The second concern is the undervalued nature of UK equities - courtesy of the Brexit overhang and the market’s larger exposure to value sectors than other regions. The result has been a significant lag in performance compared to the likes of the US, which is being driven by a number of tech behemoths.
But what if both issues were to change? We always like to kill two birds with one stone and this week’s fund not only focuses on undervalued UK businesses but also offers a reasonable yield to counteract inflation.
The Threadneedle UK Equity Income fund has been managed by Richard Colwell since 2010. Richard runs a series of funds at the asset manager as well as being head of UK equities.
It is a contrarian fund that identifies undervalued stocks, looking at the general macroeconomic environment but also using stock selection. Richard avoids speculative companies, even when they are fashionable and have short-term momentum. Instead, he looks for unloved firms with the ability to sustainably grow their dividends.
Colwell believes in being patient and not over-trading. He has a ‘think active, act lazy’ philosophy, aiming to have conviction with all his investments, and he is not afraid to ignore whole parts of the market.
Columbia Threadneedle believes that idea generation and company research work best with more people. Significant in-house resources enable the UK equity income team to conduct its own proprietary research – meeting more than 800 companies a year.

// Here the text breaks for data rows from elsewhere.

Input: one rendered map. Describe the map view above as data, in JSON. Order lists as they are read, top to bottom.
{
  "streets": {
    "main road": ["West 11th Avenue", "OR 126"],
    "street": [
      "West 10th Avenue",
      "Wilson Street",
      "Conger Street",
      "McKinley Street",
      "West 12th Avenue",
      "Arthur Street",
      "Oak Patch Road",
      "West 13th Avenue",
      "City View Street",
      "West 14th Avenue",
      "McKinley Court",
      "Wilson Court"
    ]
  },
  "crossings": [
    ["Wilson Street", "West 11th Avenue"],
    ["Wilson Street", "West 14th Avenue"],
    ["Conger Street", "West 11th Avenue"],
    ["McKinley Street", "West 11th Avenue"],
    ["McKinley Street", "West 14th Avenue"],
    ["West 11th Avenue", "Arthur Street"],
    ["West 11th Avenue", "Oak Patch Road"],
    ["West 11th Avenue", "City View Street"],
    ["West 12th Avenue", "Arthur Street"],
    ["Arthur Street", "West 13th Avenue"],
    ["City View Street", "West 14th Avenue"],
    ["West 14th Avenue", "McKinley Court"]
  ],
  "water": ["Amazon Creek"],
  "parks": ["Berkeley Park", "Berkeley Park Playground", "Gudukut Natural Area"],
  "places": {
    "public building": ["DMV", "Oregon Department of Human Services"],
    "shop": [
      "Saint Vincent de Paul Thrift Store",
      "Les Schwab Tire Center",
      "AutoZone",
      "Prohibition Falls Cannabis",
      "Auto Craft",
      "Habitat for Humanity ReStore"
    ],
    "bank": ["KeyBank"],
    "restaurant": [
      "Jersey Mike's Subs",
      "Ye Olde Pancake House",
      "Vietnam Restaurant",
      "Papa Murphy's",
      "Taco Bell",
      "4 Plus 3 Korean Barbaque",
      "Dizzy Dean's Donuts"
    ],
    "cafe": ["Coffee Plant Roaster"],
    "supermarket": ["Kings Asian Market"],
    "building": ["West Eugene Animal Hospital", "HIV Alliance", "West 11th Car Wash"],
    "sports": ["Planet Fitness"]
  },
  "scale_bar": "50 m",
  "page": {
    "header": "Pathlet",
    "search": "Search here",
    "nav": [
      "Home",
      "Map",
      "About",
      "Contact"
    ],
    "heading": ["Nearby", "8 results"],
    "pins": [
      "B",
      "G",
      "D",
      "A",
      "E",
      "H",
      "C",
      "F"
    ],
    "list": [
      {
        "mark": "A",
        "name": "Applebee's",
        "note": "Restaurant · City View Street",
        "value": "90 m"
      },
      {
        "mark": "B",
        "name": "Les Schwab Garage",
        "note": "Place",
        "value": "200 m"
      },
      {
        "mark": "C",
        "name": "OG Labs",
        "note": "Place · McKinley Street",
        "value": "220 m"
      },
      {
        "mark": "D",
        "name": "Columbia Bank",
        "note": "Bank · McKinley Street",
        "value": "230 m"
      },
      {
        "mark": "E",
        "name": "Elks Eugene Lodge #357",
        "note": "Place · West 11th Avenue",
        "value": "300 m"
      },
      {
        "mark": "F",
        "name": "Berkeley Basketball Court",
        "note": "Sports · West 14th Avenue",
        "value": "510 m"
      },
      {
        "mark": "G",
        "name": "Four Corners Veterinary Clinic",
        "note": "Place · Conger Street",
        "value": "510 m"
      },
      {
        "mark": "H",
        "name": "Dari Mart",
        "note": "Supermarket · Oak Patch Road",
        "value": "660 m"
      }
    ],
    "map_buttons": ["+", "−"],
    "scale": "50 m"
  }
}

The company also believes portfolio construction and risk control work best with fewer people, so its funds are run by portfolio managers with specific skills in each individual product type.
The team pays particular attention to the implications of change at the stock, industry, sector, regional and macroeconomic level, and has found that analysing these implications consistently highlights mispriced opportunities.
Understanding what a stock is worth and whether this is reflected in its share price is a key factor, as is quantifying the downside risk in order to provide a balanced view and be cognisant of the adverse impact, should an investment case not materialise.